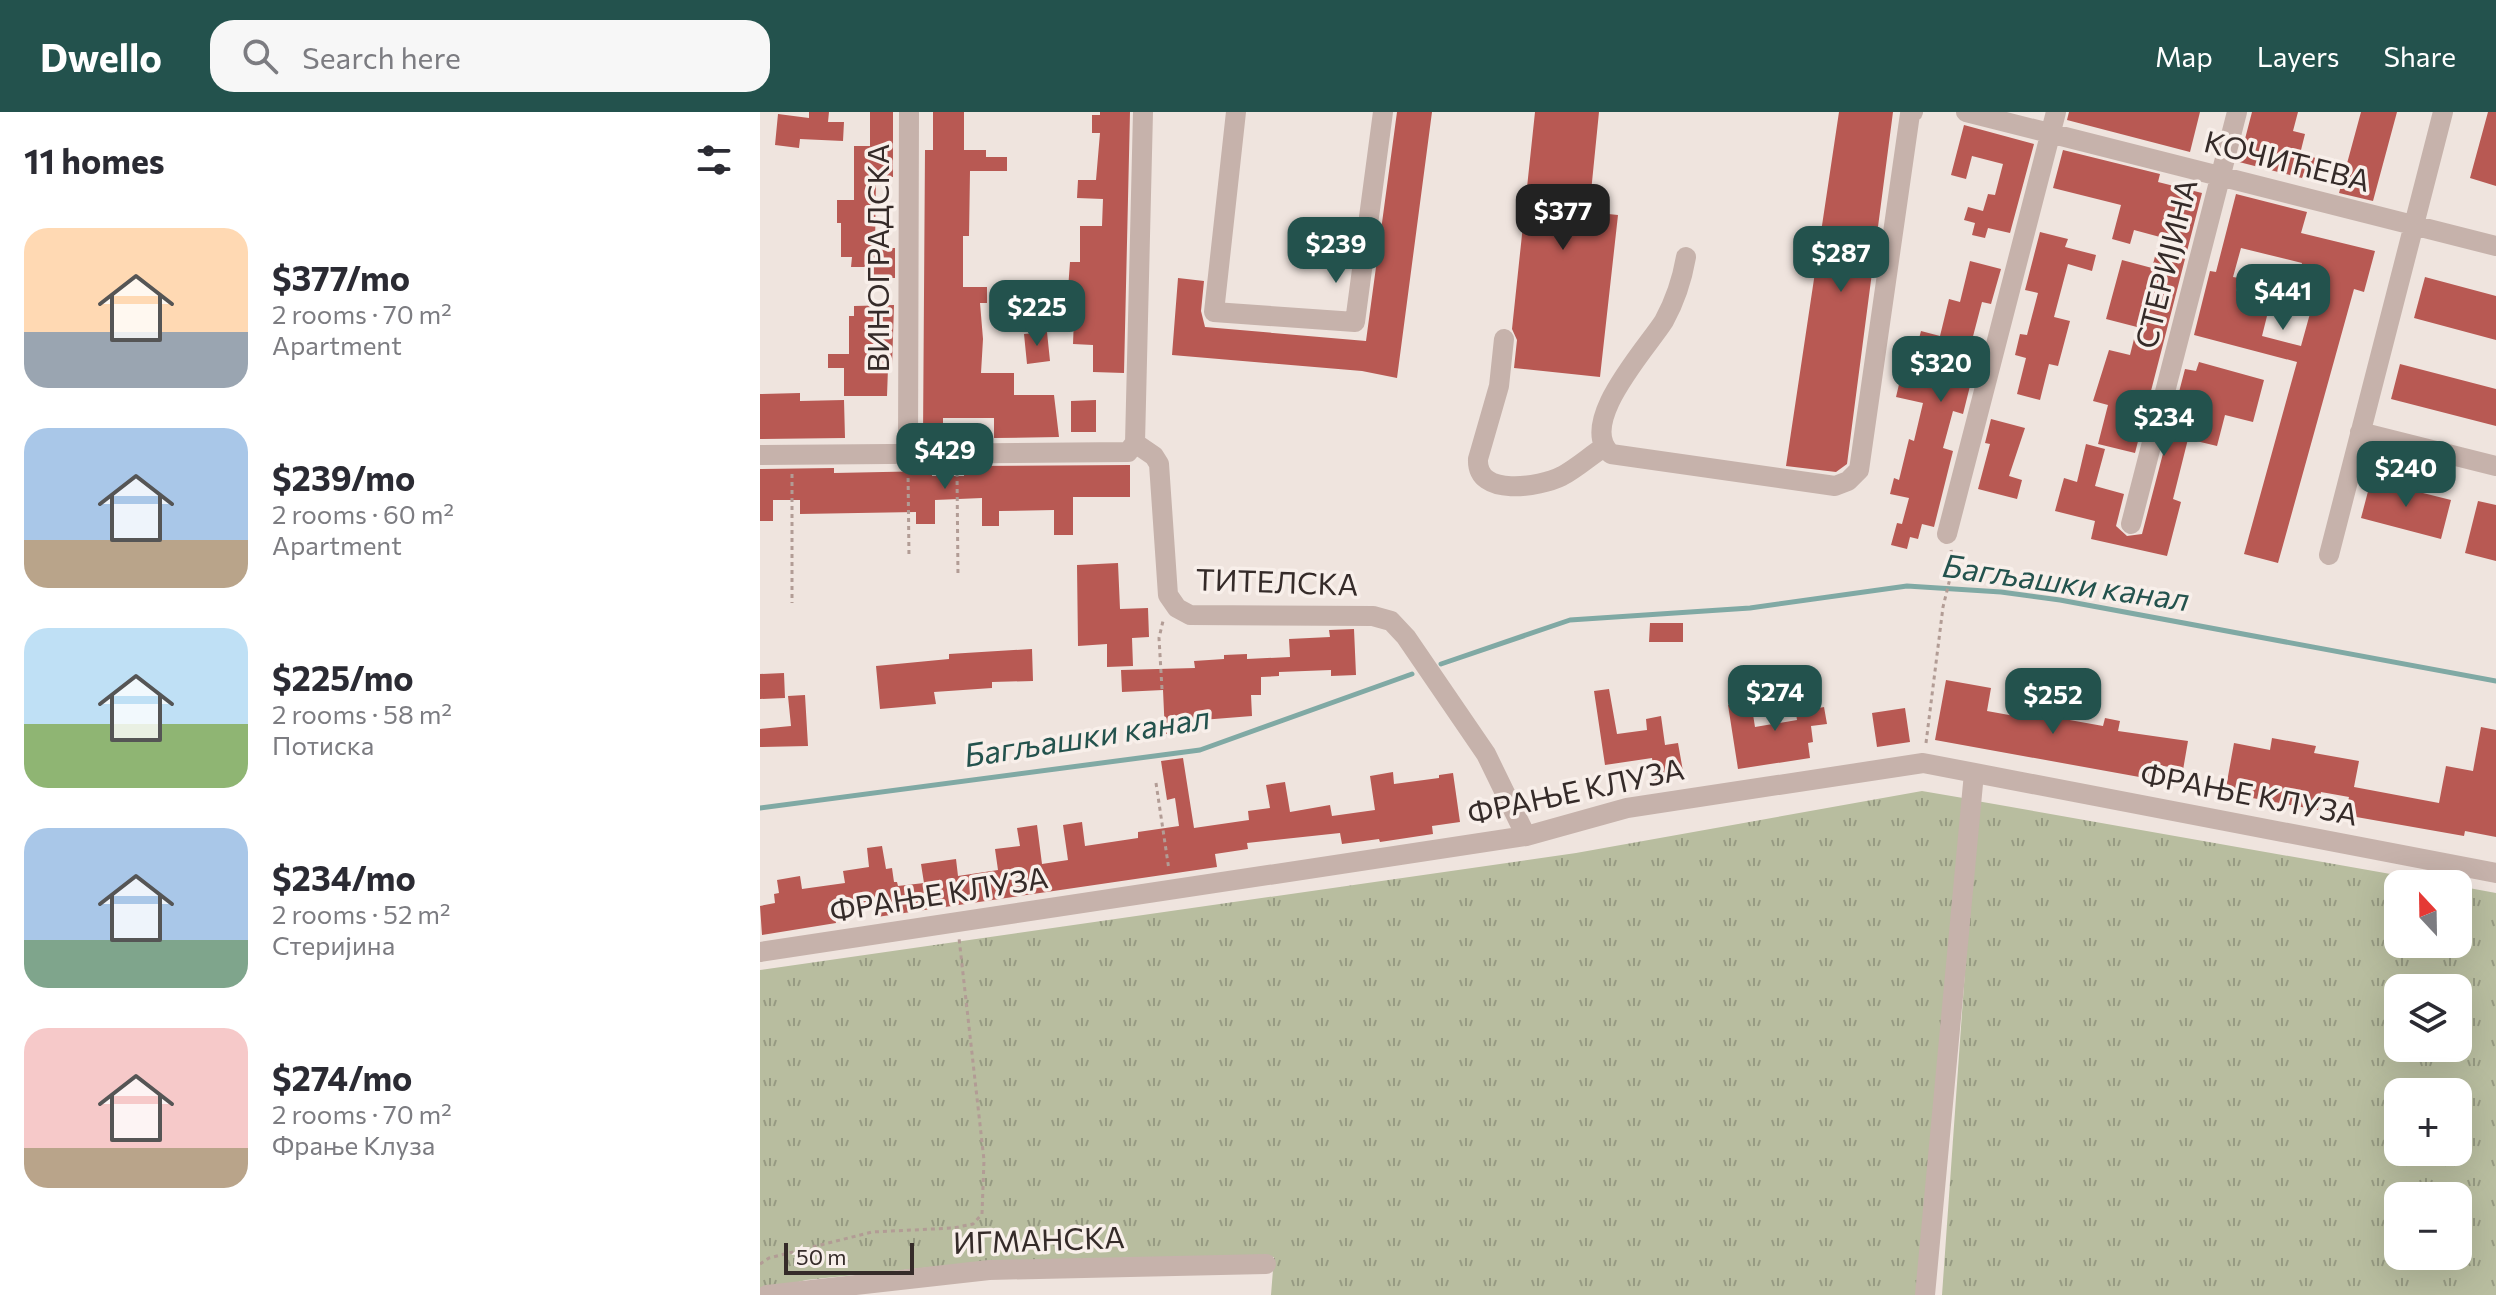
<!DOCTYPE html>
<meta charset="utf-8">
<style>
body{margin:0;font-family:Commissioner,sans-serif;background:#f7f7f7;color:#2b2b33;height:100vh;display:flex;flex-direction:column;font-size:30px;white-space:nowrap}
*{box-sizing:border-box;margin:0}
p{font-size:26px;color:#7c7c81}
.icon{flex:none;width:44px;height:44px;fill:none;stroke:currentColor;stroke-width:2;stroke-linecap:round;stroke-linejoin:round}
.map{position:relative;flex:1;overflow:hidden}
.side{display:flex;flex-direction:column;background:#fff;width:760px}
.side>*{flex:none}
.needle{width:52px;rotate:338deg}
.controls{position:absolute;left:1624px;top:758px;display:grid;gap:16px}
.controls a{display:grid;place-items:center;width:88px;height:88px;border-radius:16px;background:#fff;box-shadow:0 8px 32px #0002;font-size:40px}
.scale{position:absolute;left:24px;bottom:20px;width:130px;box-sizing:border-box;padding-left:8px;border:4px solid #352b29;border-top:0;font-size:22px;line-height:28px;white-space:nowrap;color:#352b29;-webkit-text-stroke:6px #f8efea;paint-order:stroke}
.price{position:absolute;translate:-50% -68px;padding:0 18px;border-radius:16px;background:#23524d;color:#fff;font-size:26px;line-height:52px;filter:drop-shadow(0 2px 4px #0008)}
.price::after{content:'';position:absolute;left:50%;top:48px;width:24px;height:18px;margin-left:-12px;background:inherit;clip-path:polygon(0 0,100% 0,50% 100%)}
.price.current{background:#222;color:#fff}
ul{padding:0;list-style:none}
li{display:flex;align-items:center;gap:24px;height:200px;padding:0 24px}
li span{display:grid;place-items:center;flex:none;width:224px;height:160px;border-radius:24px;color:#555}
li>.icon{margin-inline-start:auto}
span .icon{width:96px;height:96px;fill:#fffc;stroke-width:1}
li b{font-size:34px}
h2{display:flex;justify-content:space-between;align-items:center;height:96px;padding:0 24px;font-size:34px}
header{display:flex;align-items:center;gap:48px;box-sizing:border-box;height:112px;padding:0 40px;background:#23524d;color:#fff}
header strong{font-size:38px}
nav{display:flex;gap:44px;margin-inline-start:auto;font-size:28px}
.search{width:560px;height:72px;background:#f7f7f7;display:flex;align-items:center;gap:20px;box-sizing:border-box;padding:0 28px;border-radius:24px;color:#7c7c81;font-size:30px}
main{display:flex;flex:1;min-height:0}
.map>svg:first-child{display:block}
.grass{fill:url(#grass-tufts);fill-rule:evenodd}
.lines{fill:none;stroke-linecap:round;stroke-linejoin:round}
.stream{stroke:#80a9a4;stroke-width:5}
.building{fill:#b85953;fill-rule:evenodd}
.path{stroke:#b29c95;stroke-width:3;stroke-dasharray:4 4;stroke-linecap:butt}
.minor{stroke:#c6b2ab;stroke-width:20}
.labels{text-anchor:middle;stroke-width:7;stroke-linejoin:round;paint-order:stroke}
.street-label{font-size:30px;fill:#352b29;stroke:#f8efea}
.water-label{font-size:32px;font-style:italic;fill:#23524d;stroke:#f8efea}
</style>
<header>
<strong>Dwello</strong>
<div class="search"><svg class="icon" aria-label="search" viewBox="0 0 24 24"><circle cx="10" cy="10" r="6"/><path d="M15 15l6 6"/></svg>Search here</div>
<nav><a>Map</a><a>Layers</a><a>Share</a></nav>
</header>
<main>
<section class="side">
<h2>11 homes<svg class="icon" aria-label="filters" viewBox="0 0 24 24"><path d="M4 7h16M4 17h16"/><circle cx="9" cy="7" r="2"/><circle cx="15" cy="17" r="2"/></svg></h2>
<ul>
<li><span style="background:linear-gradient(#ffd9b3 65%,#9aa5b1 0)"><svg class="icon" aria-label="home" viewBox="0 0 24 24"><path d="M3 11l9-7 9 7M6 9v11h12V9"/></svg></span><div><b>$377/mo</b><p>2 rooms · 70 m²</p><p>Apartment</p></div></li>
<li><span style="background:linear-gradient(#a9c7e8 70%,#b9a48a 0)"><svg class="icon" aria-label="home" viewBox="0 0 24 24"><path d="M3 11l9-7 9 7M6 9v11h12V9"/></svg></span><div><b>$239/mo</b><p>2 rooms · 60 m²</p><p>Apartment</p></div></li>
<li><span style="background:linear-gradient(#bfe0f5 60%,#8fb573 0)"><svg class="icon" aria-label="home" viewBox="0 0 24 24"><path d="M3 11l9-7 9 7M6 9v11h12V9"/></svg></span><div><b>$225/mo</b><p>2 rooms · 58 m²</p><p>Потиска</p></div></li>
<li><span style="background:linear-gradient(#a9c7e8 70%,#7fa58c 0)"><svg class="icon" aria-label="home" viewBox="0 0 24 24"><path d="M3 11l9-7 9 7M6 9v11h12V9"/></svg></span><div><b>$234/mo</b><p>2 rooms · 52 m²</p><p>Стеријина</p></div></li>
<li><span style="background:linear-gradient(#f6c9c9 75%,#b9a48a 0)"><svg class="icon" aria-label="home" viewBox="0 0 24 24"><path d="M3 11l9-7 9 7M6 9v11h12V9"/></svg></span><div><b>$274/mo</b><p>2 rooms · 70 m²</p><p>Фрање Клуза</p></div></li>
</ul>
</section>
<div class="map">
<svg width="1736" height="1183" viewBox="0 0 1736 1183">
<defs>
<pattern id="grass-tufts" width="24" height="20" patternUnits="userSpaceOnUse" patternTransform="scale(2)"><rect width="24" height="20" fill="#b8bd9f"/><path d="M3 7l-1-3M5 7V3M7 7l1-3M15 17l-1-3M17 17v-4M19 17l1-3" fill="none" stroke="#969a82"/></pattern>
</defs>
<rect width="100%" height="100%" fill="#efe4de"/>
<path class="grass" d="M 1162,679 L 1203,686 L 1159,1183 L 511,1183 L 514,1145 L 392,1145 L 211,1151 L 46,1168 L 0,1180 L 0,858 L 816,741 Z
M 1217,689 L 1687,772 L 1638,772 L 1638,832 L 1698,832 L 1698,774 L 1736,781 L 1736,1183 L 1182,1183 ZM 1638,876 L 1698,876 L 1698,936 L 1638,936 ZM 1638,980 L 1698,980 L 1698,1040 L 1638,1040 ZM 1638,1084 L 1698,1084 L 1698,1144 L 1638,1144 Z"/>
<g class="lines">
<path class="stream" d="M 681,552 L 810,508 L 990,496 L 1147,474 L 1241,480 L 1300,488 L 1736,569
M 0,696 L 440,638 L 652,562"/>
</g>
<path class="building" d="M 49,0 L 69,0 L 68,10 L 84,10 L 83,29 L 40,27 L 39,36 L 15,33 L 18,2 L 49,6 Z
M 110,0 L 133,0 L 133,65 L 116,65 L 115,136 L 135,136 L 135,166 L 110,166 L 110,155 L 91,155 L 92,145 L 81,145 L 81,111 L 77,111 L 77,88 L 94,88 L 94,34 L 110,34 Z
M 173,0 L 204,0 L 204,38 L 226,38 L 226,45 L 247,45 L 247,59 L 210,59 L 209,124 L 203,124 L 203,175 L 227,175 L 227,191 L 220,191 L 223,227 L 221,261 L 254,261 L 254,283 L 294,283 L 299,325 L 234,326 L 234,306 L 183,306 L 183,326 L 163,326 L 165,38 L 173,38 Z
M 340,0 L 370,0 L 364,261 L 333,260 L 333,233 L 313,232 L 314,205 L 306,205 L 310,150 L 320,150 L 320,114 L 342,114 L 343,87 L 317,86 L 318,68 L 336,68 L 340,21 L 332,21 L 332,3 L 340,3 Z
M 637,0 L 672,0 L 637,266 L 602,259 L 412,243 L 418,166 L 444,169 L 441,199 L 445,215 L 606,229 Z
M 775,0 L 839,0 L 829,100 L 858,103 L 840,265 L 754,256 L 757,228 L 752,217 Z
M 1079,0 L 1133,0 L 1087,352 L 1076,360 L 1026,354 Z
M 1309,0 L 1440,0 L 1430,40 L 1307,8 Z
M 1492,0 L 1538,0 L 1533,19 L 1545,22 L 1540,42 L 1556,46 L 1552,63 L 1544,61 L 1542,66 L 1479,50 Z
M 1601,0 L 1637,0 L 1613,89 L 1579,81 Z
M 1728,0 L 1736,0 L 1736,74 L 1710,66 Z
M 1204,13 L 1274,32 L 1250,121 L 1228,116 L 1225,126 L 1212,123 L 1215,111 L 1204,108 L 1208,95 L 1223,99 L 1228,82 L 1235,83 L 1243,52 L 1212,44 L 1206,67 L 1191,63 Z
M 1303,38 L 1400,62 L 1398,70 L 1442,81 L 1375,341 L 1338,332 L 1348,293 L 1333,289 L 1349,238 L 1370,243 L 1377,215 L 1346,207 L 1362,148 L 1392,156 L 1400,125 L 1374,118 L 1370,132 L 1352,127 L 1361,93 L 1293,76 Z
M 1476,82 L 1547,100 L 1541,121 L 1615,139 L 1604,180 L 1594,177 L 1518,451 L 1484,442 L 1537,250 L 1434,223 L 1450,159 L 1456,160 ZM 1481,136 L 1542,151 L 1539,164 L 1559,169 L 1541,234 L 1502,224 L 1511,188 L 1476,179 L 1479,166 L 1473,165 Z
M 1280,120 L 1308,127 L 1305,135 L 1336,143 L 1332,159 L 1308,152 L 1294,205 L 1310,209 L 1298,254 L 1289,252 L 1280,288 L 1257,282 L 1266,246 L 1255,243 L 1260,222 L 1267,223 L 1278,181 L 1265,178 Z
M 1210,149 L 1241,157 L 1231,192 L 1222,190 L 1211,232 L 1220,234 L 1203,302 L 1193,299 L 1183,336 L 1193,339 L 1174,415 L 1162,412 L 1158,427 L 1150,425 L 1147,437 L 1131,433 L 1137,411 L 1142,412 L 1149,386 L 1130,382 L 1134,366 L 1139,368 L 1149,327 L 1154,329 L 1163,291 L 1136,285 L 1140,268 L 1170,276 L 1179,240 L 1157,234 L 1161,219 L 1180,224 L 1189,187 L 1200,190 Z
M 1665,165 L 1736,184 L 1736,228 L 1654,206 Z
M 134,193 L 132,256 L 128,256 L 127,284 L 84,284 L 84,256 L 68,256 L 68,242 L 89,242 L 89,204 L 94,204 L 94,194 Z
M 287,220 L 290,249 L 267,252 L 264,222 Z
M 1439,250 L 1504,268 L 1493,310 L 1465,303 L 1457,334 L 1428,327 L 1413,387 L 1421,390 L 1407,444 L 1331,427 L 1335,409 L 1295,399 L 1304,366 L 1317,370 L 1326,332 L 1345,337 L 1335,374 L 1364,382 L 1356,414 L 1367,424 L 1382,422 L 1425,257 L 1436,259 Z
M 1640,252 L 1736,277 L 1736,314 L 1631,287 Z
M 40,281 L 40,289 L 84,288 L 85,326 L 0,327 L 0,282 Z
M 336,288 L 336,320 L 311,320 L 311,289 Z
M 1231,307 L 1265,316 L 1249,364 L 1262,368 L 1257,387 L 1218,377 L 1230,332 L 1225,331 Z
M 370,353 L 370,385 L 313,385 L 313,423 L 294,423 L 294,398 L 239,399 L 239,414 L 222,414 L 222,386 L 175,388 L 175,412 L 156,412 L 156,400 L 40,402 L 40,388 L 13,388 L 13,409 L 0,409 L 0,357 L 74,356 L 74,361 L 172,359 L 172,364 L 204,364 L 204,354 Z
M 1611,368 L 1691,388 L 1681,427 L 1601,406 Z
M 1718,389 L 1736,393 L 1736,449 L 1705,441 Z
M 358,451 L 360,497 L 388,496 L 389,525 L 372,526 L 373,554 L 347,555 L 347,532 L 318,534 L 317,453 Z
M 890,511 L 923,511 L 923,530 L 889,530 Z
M 594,517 L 596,563 L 571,564 L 571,558 L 519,560 L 519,564 L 501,565 L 501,583 L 491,583 L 492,604 L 429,609 L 430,621 L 405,622 L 403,578 L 362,580 L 361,558 L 435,556 L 434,549 L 464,547 L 464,543 L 487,542 L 487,547 L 530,545 L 529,527 L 570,525 L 569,518 Z
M 272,537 L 273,569 L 232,570 L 232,576 L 174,580 L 176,592 L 120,597 L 116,554 L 189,547 L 189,542 Z
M 24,561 L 25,586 L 0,587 L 0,562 Z
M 1186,568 L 1231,576 L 1227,599 L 1277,608 L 1280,592 L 1295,594 L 1293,605 L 1343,614 L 1345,606 L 1360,609 L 1358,619 L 1428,629 L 1423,658 L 1399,653 L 1396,668 L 1175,628 Z
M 1050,572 L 1054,597 L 1064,595 L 1067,612 L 1051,614 L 1053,630 L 1048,631 L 1050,646 L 978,657 L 968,593 L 991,590 L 995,615 L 1037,608 L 1032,575 Z
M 849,577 L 857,622 L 887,618 L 886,607 L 901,604 L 905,633 L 918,631 L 924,665 L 895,670 L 892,646 L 845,653 L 834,579 Z
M 45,583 L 48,634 L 0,635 L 0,617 L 31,614 L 28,584 Z
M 1145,596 L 1150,630 L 1117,635 L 1112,601 Z
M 1721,615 L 1736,618 L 1736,725 L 1705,719 L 1704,724 L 1585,703 L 1589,685 L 1561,680 L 1558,698 L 1465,681 L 1474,631 L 1510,638 L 1512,626 L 1556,634 L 1554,641 L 1599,649 L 1594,675 L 1679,691 L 1686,654 L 1713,659 Z
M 423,646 L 434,716 L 489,708 L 488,699 L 510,696 L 506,673 L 525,670 L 530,700 L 570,693 L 572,704 L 615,698 L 610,664 L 633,660 L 634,672 L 679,666 L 679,663 L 693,661 L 700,710 L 672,714 L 673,722 L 620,730 L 619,727 L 582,732 L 580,721 L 487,731 L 488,737 L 455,742 L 457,755 L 117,805 L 115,792 L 74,798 L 76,811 L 2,823 L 0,794 L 15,791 L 14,782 L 19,781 L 17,768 L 40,764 L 42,777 L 85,771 L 83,759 L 109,755 L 107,736 L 122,734 L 126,757 L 132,756 L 134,770 L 137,770 L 138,774 L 164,771 L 161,752 L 196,747 L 198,764 L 238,758 L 235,737 L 260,734 L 257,716 L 277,713 L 282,752 L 308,748 L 303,713 L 322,710 L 325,734 L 378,726 L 378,720 L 419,714 L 415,686 L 407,688 L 401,649 Z"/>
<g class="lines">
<path class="path" d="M 148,358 L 149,446
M 197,361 L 198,465
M 32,362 L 32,491
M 402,577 L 399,526 L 403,509
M 1166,631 L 1183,495 L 1194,450 L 1191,438
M 396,671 L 409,758
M 0,1152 L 9,1146 L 112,1120 L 193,1116 L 213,1112 L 222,1102 L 224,1048 L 199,826"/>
<path class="minor" d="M 476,0 L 454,200 L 595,210 L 623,0
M 1206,0 L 1736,134
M 926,145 C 922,168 915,189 904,209 C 887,236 816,312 851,342 L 1075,374 L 1088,369 L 1099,358 L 1150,2 L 1153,0
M 744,227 L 739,274 L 718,347 C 716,386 780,375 802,364 C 817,356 830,344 844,335
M 1600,320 L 1736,354
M 375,331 L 383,0
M 148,341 L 149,0
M 0,343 L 368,340 L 375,331 L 394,344 L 399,352 L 408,483 L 417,496 L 430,503 L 613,504 L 631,509 L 646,525 L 726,642 L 766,724
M 1371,412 L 1477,0
M 1187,422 L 1296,0
M 1569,443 L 1683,0
M 0,840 L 766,724 L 867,696 L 1163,651 L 1736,761
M 7,1183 L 229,1158 L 506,1152
M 1165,1183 L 1214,661"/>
</g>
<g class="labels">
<g class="street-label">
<text transform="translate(1527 50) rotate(14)" y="10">КОЧИЋЕВА</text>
<text transform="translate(119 146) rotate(-90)" y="10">ВИНОГРАДСКА</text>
<text transform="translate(1407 152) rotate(-76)" y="10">СТЕРИЈИНА</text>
<text transform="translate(517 471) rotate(2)" y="10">ТИТЕЛСКА</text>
<text transform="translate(816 680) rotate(-12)" y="10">ФРАЊЕ КЛУЗА</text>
<text transform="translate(1489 683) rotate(11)" y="10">ФРАЊЕ КЛУЗА</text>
<text transform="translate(179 783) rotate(-9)" y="10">ФРАЊЕ КЛУЗА</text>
<text transform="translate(279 1129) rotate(-2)" y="10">ИГМАНСКА</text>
</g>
<g class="water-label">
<text transform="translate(1306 471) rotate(8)" y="11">Багљашки канал</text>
<text transform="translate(327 625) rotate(-9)" y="11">Багљашки канал</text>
</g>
</g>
</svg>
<div class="controls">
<a><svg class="needle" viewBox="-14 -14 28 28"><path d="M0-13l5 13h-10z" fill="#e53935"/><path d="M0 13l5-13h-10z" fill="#7c7c81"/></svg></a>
<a><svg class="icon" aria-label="layers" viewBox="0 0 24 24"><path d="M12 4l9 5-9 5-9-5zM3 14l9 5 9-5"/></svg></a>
<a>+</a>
<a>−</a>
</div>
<div class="scale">50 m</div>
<b class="price current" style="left:803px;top:140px">$377</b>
<b class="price" style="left:576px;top:173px">$239</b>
<b class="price" style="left:1081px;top:182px">$287</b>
<b class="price" style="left:1523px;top:220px">$441</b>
<b class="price" style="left:277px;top:236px">$225</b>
<b class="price" style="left:1181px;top:292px">$320</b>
<b class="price" style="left:1404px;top:346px">$234</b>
<b class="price" style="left:185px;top:379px">$429</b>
<b class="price" style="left:1646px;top:397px">$240</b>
<b class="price" style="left:1015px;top:621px">$274</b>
<b class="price" style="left:1293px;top:624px">$252</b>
</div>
</main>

* * *

Once you find the string "shadow" in a line of the records, copy that line.

### Solution for this task
.controls a{display:grid;place-items:center;width:88px;height:88px;border-radius:16px;background:#fff;box-shadow:0 8px 32px #0002;font-size:40px}
.price{position:absolute;translate:-50% -68px;padding:0 18px;border-radius:16px;background:#23524d;color:#fff;font-size:26px;line-height:52px;filter:drop-shadow(0 2px 4px #0008)}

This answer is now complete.